The U.S. Marine Corps in 1986 founded the Biennial Maintenance Command ( BMC) on the east side of Blount Iceland on an area of ​​262 acres ( approximately 1.06 km ²), which were leased from Gate Maritime Properties for 11 million U.S. dollars annually. The lease agreement between the gate and the Marine Corps would end in 2004 and due in 2000 presented the Streif forces realized that they wanted to buy the property after the end of the lease. The Marine Corps had planned 115.7 million U.S. dollars for the purchase, but the negotiations for the sale did not come to an agreement. Gate was assumed that the land value was 160-200 million dollars. In August 2004, the Marine Corps confiscated 1100 acres ( 4.5 km ²) of land on Blount Iceland - this area corresponded to the entire possession Gates on Blount Iceland - and paid 101 million U.S. dollars as compensation for expropriation (the sum was later on 106 million U.S. dollars increased). If it is expropriated in the United States private land from Allgemeinnutz, the state is obliged to pay the owners a "just compensation " and so applied gate that a jury about the value of the land decide. Presented on 14 November 2005, a jury determined that the government had to pay 162 million dollars for the property.

Port facilities

The 150 -acre Blount Iceland Marine Terminal is the largest establishment for the handling of containers in the port of Jacksonville. Here 80 percent of all container cargo JAXPORTs be settled. In addition, the handling of RoRo cargoes, heavy goods, bulk cargo and liquid goods takes place. The terminal has a Tiefwasserkailänge of around 2000 meters.

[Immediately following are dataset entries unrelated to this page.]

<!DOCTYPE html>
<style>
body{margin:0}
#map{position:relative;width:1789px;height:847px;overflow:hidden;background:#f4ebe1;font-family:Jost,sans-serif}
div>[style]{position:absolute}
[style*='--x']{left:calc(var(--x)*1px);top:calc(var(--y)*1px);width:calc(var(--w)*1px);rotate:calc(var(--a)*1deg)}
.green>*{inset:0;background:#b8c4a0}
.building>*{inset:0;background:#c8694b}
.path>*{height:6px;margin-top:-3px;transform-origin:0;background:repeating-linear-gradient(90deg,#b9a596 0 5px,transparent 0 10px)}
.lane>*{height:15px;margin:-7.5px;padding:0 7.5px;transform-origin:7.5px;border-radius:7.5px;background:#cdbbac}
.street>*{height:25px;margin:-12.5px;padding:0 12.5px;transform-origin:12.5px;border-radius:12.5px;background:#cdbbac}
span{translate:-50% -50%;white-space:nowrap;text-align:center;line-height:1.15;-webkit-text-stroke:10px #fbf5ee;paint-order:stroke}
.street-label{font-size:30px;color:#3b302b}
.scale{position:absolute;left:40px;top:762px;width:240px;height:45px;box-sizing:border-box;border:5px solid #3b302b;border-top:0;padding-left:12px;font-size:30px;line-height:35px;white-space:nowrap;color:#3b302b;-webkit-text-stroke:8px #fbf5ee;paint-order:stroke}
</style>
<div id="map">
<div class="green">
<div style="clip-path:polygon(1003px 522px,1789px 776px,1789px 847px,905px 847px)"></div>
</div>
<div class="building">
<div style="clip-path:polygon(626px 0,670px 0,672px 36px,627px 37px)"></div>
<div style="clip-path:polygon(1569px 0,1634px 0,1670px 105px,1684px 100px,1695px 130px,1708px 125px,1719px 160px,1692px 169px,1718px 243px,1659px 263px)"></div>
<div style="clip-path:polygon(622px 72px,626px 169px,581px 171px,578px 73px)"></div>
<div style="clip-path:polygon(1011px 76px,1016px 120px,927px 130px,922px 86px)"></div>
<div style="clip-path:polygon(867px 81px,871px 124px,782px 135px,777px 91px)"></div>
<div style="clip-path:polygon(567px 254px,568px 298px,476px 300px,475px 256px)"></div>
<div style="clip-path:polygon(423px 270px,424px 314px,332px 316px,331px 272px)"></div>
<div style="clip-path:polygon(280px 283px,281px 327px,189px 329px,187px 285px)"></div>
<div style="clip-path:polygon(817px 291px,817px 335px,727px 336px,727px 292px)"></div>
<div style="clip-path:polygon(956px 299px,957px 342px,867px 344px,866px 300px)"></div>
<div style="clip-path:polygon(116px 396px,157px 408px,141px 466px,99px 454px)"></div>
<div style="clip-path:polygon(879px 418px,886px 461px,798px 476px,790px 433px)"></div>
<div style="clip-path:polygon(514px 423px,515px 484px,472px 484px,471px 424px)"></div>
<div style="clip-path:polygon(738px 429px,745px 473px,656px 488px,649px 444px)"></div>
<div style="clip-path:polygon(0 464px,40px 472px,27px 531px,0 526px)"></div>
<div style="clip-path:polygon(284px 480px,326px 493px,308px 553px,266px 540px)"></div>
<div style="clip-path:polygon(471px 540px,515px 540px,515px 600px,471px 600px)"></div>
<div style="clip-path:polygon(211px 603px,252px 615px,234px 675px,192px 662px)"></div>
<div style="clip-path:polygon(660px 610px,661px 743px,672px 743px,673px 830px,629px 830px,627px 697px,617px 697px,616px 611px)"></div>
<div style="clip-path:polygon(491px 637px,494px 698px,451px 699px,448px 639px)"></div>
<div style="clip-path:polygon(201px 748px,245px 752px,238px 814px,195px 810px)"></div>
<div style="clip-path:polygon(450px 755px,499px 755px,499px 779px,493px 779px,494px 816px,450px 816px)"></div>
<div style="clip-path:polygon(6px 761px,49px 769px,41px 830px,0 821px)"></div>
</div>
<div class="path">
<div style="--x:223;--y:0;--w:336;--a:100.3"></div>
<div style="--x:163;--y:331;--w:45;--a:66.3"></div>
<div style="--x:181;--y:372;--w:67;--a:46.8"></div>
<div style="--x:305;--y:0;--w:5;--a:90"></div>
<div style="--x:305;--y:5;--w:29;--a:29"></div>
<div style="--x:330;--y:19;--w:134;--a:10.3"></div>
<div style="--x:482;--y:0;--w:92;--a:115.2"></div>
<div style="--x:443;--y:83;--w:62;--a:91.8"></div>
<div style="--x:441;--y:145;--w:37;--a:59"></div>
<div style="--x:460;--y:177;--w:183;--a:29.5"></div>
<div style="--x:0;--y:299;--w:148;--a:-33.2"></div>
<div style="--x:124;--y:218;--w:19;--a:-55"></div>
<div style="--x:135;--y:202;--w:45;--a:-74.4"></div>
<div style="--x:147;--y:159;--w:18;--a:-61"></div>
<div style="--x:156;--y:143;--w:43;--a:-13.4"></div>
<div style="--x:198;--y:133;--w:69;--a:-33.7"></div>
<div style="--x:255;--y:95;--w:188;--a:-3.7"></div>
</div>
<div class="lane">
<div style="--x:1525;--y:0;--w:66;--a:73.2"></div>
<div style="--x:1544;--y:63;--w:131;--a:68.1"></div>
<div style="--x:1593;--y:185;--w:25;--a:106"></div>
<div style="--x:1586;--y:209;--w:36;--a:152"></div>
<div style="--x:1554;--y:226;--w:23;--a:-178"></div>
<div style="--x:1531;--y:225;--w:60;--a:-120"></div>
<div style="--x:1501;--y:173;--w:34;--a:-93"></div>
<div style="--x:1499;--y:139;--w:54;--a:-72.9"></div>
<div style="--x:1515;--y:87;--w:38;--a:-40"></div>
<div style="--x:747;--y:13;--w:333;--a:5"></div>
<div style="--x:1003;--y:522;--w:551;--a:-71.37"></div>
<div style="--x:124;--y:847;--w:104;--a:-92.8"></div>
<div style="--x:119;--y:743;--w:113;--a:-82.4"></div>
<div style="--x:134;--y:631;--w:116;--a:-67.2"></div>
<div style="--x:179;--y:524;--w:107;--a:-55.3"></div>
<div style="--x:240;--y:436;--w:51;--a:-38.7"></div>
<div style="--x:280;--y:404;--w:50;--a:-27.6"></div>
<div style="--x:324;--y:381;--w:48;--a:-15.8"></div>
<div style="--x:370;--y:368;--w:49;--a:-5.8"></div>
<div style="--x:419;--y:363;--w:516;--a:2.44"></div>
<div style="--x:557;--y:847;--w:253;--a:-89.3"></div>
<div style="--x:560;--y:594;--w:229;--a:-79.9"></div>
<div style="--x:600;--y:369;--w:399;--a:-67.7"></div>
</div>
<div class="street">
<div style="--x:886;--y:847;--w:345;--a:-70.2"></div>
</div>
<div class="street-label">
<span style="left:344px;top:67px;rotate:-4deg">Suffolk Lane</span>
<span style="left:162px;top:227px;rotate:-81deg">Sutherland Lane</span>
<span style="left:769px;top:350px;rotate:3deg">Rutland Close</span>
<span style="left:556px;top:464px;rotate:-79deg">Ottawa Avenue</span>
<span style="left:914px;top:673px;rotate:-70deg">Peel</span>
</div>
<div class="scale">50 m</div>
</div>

Blount Iceland is equipped with a 112 -ton crane and since the autumn of 2011 with a total of eight container bridges ( five of them lift 50 tons, a 45 ton and two 40 ton ). There is also a 22,300 -square-foot bonded warehouse available.

Besides its function as an import harbor several companies offer the dispatch of goods to the Caribbean, including Trailer Bridge and Crowley Maritime.

The closest

More than 30% of the cargo handling carried out under utilization of operated by the CSX Corporation railway facilities. JAXPORT itself has the approximately 25 km long railway network, which was moved in the late 1960s. In the fall of 2009, the Port Authority received a grant of almost six million U.S. dollars, to improve the rail network on the island, which is also used by the U.S. Marine Corps. The United States Department of Transportation awarded a means under the condition that JAXPORT contributing 1.7 million dollars of its own funds. With the money, around 6 km of track and 12,000 poor sleepers were replaced.

The island has access to the U.S. highway network. The ramp to Interstate 295 ( State Road 9-A ) is located less than two kilometers west of the island. About this route Interstate 95 and Interstate 10 are accessible, to Interstate 75, the drive takes about an hour to the west.